Pat Dannel, of Dannel Funeral Home in Sherman, allowed me into the room with dad’s earthly shell the day after his death. She gave me an envelope that possessed the few personal belongings that he had at his death. The watch I bought him was among those possessions.

For whatever reason, dad had the alarm on the watch to go off at 3 p.m. everyday. I put it in a drawer in my office at my home. Till this very day, over 5 years after his death, that alarm still goes off every afternoon. While other battery operated watches I own, have had their batteries replaced 2-3 times, that battery has never run down or been replaced.

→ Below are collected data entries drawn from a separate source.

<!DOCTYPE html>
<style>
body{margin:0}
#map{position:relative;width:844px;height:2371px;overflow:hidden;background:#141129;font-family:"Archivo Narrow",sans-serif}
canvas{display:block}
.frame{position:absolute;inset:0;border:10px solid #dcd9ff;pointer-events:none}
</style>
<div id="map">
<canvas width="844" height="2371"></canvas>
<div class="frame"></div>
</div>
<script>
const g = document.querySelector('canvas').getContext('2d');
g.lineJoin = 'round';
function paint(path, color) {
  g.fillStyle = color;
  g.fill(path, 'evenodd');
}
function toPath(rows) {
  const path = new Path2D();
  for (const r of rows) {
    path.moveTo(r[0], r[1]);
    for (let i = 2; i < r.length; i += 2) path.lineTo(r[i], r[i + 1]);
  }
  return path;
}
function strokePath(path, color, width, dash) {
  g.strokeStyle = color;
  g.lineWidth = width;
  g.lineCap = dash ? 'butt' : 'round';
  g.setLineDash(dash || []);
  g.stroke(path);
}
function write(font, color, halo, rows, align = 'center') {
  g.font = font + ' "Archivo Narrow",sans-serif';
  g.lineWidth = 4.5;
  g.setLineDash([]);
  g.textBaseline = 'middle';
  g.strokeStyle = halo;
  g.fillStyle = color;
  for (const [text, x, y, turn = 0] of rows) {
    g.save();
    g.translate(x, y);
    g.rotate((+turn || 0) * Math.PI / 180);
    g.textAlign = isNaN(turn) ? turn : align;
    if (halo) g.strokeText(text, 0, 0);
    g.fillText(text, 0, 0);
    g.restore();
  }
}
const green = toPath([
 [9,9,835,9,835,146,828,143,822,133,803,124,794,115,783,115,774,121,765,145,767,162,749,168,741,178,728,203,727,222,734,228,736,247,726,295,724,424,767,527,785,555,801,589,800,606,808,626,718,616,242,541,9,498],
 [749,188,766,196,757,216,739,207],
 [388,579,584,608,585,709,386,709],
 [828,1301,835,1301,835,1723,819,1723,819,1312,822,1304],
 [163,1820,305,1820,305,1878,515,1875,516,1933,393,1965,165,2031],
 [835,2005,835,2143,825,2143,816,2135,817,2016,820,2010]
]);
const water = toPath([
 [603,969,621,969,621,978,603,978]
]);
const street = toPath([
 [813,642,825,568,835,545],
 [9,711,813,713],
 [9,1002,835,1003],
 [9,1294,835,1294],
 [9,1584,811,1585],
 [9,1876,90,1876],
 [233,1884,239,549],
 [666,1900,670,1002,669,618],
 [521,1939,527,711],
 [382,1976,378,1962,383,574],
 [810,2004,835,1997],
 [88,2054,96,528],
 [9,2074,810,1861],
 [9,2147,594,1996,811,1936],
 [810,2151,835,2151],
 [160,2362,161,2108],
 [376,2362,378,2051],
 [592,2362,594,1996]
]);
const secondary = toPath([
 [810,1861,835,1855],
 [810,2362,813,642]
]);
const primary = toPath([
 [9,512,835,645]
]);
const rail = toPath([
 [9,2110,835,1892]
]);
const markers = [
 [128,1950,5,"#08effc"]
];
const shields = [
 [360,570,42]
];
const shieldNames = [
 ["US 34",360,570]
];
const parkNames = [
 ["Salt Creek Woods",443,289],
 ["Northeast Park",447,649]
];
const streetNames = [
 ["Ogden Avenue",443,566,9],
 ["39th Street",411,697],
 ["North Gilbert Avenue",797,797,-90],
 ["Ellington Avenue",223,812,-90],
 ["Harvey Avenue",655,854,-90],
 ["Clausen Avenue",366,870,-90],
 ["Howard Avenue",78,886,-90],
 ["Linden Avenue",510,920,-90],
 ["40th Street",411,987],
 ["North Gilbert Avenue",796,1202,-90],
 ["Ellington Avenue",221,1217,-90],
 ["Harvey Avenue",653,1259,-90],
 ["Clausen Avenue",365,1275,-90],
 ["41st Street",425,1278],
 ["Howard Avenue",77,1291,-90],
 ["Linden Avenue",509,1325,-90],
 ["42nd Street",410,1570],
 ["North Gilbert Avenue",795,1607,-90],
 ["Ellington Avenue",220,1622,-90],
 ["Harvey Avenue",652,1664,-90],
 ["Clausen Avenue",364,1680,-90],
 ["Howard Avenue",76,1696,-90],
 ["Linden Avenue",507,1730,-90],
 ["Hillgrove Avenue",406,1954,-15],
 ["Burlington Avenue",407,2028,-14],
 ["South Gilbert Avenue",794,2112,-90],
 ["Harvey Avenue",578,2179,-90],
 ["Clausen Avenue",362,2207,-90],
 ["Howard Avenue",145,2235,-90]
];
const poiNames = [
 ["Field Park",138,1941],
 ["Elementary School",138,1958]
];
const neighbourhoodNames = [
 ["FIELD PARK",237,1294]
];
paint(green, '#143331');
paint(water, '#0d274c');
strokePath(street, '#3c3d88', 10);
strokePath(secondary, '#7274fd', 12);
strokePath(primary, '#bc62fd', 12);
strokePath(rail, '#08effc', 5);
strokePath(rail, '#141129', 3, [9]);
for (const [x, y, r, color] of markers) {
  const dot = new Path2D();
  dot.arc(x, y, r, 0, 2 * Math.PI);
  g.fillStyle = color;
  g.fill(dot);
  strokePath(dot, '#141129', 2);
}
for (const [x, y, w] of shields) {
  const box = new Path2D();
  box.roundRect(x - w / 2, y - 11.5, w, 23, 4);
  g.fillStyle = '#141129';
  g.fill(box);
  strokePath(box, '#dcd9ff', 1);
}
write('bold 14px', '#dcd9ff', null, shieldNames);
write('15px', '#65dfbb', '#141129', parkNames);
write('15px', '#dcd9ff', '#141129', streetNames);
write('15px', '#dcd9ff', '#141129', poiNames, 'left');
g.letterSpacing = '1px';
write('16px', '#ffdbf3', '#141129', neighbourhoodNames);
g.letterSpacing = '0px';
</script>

I am grateful to him for having the wisdom to do what he did in letting me go as a teenager. That very act probably saved my life and allowed me to mature into who I am today. Everyday at 3 p.m., I hear that alarm and know that my dad is still with me. In my heart and mind, I simply smile and say to him, “Yes, I know you’re still here. And yes, dad, you won.” I know now why I bought him THAT watch, that day.